Total yield of products is 50.4%, and the IR collection of illustrative plates of (R, E) -3- (1- methylpyrrolidin- 2- yls)-acrylic acid hydrochloride is such as
Shown in Fig. 2.1H NMR spectras are as shown in Figure 3-4,13C NMR spectras are as shown in Figure 5;Mass spectrogram is as shown in fig. 6, wherein [M-HCl
+H]+=156.1.The structure of the compounds of this invention is further demonstrated by above-mentioned spectrogram.

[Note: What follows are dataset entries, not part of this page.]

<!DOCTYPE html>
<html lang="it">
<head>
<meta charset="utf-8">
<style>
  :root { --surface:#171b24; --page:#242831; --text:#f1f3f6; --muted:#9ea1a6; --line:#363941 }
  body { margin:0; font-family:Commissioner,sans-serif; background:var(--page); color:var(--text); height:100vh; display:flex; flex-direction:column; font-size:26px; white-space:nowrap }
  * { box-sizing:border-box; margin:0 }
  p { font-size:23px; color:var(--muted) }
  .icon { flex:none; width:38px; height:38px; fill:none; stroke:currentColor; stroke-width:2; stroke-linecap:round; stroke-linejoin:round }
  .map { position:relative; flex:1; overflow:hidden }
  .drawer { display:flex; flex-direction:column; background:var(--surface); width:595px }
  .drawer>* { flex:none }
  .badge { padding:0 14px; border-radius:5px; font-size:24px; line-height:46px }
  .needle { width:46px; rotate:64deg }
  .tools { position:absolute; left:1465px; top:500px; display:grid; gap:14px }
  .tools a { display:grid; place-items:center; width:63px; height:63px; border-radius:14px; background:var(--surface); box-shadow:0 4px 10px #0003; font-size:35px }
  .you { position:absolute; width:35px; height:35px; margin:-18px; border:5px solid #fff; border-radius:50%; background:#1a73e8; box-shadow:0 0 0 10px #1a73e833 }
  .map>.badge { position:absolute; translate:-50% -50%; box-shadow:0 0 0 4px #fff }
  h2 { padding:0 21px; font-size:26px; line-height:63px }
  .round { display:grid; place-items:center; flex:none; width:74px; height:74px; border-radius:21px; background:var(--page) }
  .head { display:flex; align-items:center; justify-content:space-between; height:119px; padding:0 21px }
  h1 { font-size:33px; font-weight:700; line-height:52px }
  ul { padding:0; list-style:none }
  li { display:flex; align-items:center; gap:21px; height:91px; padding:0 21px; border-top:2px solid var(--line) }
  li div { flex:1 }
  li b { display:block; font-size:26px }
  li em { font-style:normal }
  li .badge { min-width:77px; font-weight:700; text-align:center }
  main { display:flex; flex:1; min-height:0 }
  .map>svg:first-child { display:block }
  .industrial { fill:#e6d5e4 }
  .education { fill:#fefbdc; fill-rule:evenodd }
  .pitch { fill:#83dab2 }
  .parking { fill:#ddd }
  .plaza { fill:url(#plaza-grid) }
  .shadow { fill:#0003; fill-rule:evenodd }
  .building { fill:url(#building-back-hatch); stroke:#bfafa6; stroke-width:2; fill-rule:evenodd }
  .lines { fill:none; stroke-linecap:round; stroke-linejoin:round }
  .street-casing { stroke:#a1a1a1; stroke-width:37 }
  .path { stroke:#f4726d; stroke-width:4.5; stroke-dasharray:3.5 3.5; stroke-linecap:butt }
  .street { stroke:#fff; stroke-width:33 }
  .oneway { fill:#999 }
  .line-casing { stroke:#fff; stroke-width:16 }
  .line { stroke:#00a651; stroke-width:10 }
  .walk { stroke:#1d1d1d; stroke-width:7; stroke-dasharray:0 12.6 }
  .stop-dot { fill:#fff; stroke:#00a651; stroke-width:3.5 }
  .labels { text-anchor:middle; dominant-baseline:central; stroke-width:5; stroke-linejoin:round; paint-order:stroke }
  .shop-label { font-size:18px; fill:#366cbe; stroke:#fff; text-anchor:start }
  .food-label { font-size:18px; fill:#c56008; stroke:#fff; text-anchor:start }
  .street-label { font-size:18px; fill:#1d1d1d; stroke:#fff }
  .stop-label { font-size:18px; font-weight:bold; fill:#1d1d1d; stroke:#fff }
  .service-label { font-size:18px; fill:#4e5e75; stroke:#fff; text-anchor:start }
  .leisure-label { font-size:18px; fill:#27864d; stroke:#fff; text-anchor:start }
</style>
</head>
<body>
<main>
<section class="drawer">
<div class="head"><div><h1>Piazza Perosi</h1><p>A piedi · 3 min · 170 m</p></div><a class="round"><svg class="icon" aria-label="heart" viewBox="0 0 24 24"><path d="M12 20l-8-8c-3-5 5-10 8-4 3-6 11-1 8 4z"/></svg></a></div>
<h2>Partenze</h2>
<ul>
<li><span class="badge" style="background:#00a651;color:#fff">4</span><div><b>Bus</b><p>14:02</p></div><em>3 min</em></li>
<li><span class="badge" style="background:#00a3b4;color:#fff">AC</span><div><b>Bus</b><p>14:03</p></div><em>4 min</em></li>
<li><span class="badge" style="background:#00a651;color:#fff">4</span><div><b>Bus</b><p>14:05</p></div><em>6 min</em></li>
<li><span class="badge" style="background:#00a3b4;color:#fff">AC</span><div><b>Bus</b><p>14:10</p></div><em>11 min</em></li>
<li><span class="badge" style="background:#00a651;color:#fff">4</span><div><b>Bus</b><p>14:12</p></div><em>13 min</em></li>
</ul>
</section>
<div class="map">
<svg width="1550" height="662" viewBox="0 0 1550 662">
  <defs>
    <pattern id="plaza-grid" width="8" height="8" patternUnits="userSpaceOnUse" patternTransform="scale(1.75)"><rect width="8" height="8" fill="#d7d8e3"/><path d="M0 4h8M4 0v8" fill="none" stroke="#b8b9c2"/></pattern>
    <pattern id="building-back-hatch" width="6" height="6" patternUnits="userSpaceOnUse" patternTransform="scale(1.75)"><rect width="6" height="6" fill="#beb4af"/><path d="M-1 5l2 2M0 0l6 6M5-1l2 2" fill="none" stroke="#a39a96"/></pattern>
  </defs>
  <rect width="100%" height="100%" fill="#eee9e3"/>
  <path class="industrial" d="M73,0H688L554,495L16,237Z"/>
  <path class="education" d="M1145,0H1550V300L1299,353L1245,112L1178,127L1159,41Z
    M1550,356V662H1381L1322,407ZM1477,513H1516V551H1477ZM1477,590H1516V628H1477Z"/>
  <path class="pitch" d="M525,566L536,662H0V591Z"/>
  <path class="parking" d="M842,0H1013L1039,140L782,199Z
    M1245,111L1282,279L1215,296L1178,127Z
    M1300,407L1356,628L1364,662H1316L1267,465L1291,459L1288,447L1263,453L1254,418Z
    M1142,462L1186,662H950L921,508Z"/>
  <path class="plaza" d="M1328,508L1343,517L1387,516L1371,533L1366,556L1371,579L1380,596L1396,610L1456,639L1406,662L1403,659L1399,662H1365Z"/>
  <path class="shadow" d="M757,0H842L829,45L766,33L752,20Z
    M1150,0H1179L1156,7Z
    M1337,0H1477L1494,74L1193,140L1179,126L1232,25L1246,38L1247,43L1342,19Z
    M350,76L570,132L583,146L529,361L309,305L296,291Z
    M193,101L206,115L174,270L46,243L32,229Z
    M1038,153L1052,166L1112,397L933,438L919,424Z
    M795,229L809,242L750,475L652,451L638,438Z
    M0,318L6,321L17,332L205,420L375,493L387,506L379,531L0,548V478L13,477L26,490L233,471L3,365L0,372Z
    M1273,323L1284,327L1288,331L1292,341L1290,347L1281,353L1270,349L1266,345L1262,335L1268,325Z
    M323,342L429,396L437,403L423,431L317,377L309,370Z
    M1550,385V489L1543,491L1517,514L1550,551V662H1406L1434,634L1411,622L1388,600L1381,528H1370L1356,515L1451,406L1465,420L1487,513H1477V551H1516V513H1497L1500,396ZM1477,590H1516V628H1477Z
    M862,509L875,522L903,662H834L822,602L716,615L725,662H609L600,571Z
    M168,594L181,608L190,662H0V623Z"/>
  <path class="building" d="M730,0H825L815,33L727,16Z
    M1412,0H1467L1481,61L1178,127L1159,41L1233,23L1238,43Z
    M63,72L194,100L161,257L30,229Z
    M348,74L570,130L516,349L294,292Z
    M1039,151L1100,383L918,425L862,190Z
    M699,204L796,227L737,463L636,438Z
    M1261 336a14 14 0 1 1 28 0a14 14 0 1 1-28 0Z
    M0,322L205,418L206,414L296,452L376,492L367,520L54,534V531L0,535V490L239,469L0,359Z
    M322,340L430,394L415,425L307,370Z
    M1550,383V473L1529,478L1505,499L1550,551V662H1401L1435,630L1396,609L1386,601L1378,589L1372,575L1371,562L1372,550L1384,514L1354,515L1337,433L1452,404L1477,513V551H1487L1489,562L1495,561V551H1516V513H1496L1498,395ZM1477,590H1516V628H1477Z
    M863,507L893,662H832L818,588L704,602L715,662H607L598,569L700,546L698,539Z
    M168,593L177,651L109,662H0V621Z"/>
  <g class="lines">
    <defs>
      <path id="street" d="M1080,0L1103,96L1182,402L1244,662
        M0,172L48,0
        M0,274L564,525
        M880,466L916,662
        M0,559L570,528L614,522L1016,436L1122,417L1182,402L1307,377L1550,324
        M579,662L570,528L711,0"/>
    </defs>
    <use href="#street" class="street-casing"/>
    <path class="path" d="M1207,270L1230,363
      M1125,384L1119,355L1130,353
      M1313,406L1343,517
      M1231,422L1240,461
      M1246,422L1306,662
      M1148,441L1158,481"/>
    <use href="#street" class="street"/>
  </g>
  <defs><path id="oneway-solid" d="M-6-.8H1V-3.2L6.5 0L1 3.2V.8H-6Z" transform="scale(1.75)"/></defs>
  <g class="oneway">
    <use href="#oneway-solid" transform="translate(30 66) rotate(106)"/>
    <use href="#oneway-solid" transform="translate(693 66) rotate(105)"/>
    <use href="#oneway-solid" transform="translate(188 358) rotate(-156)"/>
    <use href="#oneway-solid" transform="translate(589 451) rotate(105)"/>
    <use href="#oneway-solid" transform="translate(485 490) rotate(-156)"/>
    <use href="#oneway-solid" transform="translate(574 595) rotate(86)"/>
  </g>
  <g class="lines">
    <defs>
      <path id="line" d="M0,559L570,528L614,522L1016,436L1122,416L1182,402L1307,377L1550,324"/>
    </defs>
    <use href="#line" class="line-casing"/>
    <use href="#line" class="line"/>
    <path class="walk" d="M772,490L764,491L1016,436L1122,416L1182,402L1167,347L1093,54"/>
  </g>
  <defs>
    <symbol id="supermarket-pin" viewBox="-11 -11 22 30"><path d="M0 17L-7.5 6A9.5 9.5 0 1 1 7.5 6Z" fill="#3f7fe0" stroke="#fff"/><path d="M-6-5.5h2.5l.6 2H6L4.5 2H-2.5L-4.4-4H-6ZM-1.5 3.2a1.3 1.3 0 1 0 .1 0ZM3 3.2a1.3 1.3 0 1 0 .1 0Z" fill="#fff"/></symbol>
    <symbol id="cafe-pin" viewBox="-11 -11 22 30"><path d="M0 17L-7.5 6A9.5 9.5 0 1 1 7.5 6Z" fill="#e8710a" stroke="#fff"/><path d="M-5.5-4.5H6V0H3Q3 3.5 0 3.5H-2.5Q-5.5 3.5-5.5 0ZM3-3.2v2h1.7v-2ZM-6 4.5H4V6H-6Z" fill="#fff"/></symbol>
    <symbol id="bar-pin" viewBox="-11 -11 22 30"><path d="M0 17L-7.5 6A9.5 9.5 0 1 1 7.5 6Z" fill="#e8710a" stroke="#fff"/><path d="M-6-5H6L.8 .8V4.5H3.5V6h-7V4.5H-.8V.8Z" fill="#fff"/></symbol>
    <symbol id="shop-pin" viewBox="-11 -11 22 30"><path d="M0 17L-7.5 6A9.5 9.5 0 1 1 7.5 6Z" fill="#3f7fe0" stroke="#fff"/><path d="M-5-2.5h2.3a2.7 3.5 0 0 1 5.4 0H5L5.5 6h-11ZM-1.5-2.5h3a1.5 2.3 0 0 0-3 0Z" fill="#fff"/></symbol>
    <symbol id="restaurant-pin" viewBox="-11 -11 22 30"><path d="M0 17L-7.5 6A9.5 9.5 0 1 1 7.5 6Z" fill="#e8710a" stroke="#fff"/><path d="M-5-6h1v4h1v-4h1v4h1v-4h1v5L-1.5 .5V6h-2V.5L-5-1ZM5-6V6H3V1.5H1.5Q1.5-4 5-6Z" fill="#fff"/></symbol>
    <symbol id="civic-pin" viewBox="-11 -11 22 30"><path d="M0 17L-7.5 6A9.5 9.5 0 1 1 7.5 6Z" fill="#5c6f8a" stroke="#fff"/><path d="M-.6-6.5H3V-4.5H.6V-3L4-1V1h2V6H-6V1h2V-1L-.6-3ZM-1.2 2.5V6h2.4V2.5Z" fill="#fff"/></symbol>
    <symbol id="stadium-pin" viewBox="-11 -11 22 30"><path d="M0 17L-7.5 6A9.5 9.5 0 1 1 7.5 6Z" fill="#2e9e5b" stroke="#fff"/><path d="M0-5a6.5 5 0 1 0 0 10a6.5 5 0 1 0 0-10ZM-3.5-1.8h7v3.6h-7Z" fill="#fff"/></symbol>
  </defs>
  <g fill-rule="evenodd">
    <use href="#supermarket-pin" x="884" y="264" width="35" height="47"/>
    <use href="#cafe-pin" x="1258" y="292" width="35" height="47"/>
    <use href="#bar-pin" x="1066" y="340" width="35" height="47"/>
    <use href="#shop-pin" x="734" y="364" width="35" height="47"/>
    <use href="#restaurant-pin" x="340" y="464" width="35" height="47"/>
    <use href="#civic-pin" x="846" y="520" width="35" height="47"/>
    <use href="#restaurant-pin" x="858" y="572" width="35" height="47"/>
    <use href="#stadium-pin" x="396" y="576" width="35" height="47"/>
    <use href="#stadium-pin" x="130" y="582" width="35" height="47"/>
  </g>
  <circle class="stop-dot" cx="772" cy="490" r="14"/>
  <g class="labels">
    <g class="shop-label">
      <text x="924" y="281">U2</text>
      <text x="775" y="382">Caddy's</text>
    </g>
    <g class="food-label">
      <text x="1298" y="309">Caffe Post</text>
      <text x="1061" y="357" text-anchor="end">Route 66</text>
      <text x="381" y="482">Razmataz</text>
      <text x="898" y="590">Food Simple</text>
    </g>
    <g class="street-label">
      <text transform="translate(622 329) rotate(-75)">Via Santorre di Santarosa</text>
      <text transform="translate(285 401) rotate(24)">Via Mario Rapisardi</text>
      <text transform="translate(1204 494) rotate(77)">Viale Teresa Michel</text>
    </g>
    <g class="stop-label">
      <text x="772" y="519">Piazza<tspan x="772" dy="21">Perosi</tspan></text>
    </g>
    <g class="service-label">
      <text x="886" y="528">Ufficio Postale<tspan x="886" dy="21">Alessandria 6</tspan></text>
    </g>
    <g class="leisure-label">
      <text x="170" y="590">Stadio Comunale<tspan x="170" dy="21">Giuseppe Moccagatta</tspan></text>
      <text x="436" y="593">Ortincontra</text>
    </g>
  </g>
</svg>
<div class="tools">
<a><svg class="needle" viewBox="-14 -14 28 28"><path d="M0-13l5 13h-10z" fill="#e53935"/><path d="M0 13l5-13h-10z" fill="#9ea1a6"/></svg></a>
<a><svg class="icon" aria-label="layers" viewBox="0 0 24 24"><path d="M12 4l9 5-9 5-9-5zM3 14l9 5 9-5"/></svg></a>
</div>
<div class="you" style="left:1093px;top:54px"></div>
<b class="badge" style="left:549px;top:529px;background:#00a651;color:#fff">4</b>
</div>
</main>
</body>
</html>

Embodiment 4:(R, E)-N- ﹛ 4- [the chloro- 4- of 3- (pyridine -2- ylmethoxies)-anilino-] -3- cyano -7- ethyoxyls -
The synthesis (synthesis of compound 5) of quinoline -6- Ji ﹜ -3- (1- methyi-pyrrofidinium -2- bases)-acrylamide
(R, E) -3- (1- methylpyrrolidin- 2- yls)-acrylic acid hydrochloride 7.7g prepared by embodiment 3 is added to and is equipped with
In the reaction bulb of tetrahydrofuran 60ml, DMF 1ml are added, stir lower dropwise addition oxalyl chloride 7.6g, control temperature is protected at 20~25 DEG C
After 2~3h of temperature stirring, reaction solution is cooled to -5~0 DEG C by cold pump, and 4- [4- [(2- pyridyl groups) methoxyl group] -3- chloroanilines are added dropwise
Base] -6- Amino 3 cyano -7- ethoxyquinolines tetrahydrofuran solution (4- [4- [(2- pyridyl groups) methoxyl group] -3- chlorobenzenes
Amido] -6- Amino 3 cyano -7- ethoxyquinolines 16.3g, tetrahydrofuran 70ml), after 0 DEG C of temperature of holding is hereinafter, drip
1~2h is kept the temperature, triethylamine 24g, 0~5 DEG C of 4~5h of stirring is added dropwise and methanol 2ml is added at this temperature, by reaction solution after adding
Be concentrated to dryness, into concentrate be added ethyl alcohol 90ml and purified water 90ml, return stirring 2h, temperature be down to 10 DEG C hereinafter, filtering,
Drying, obtains solid (R, E)-N- ﹛ 4- [the chloro- 4- of 3- (pyridine -2- ylmethoxies)-anilino-] -3- cyano -7- ethyoxyls-quinoline
Quinoline -6- Ji ﹜ -3- (1- methyi-pyrrofidinium -2- bases)-acrylamide 16.8g.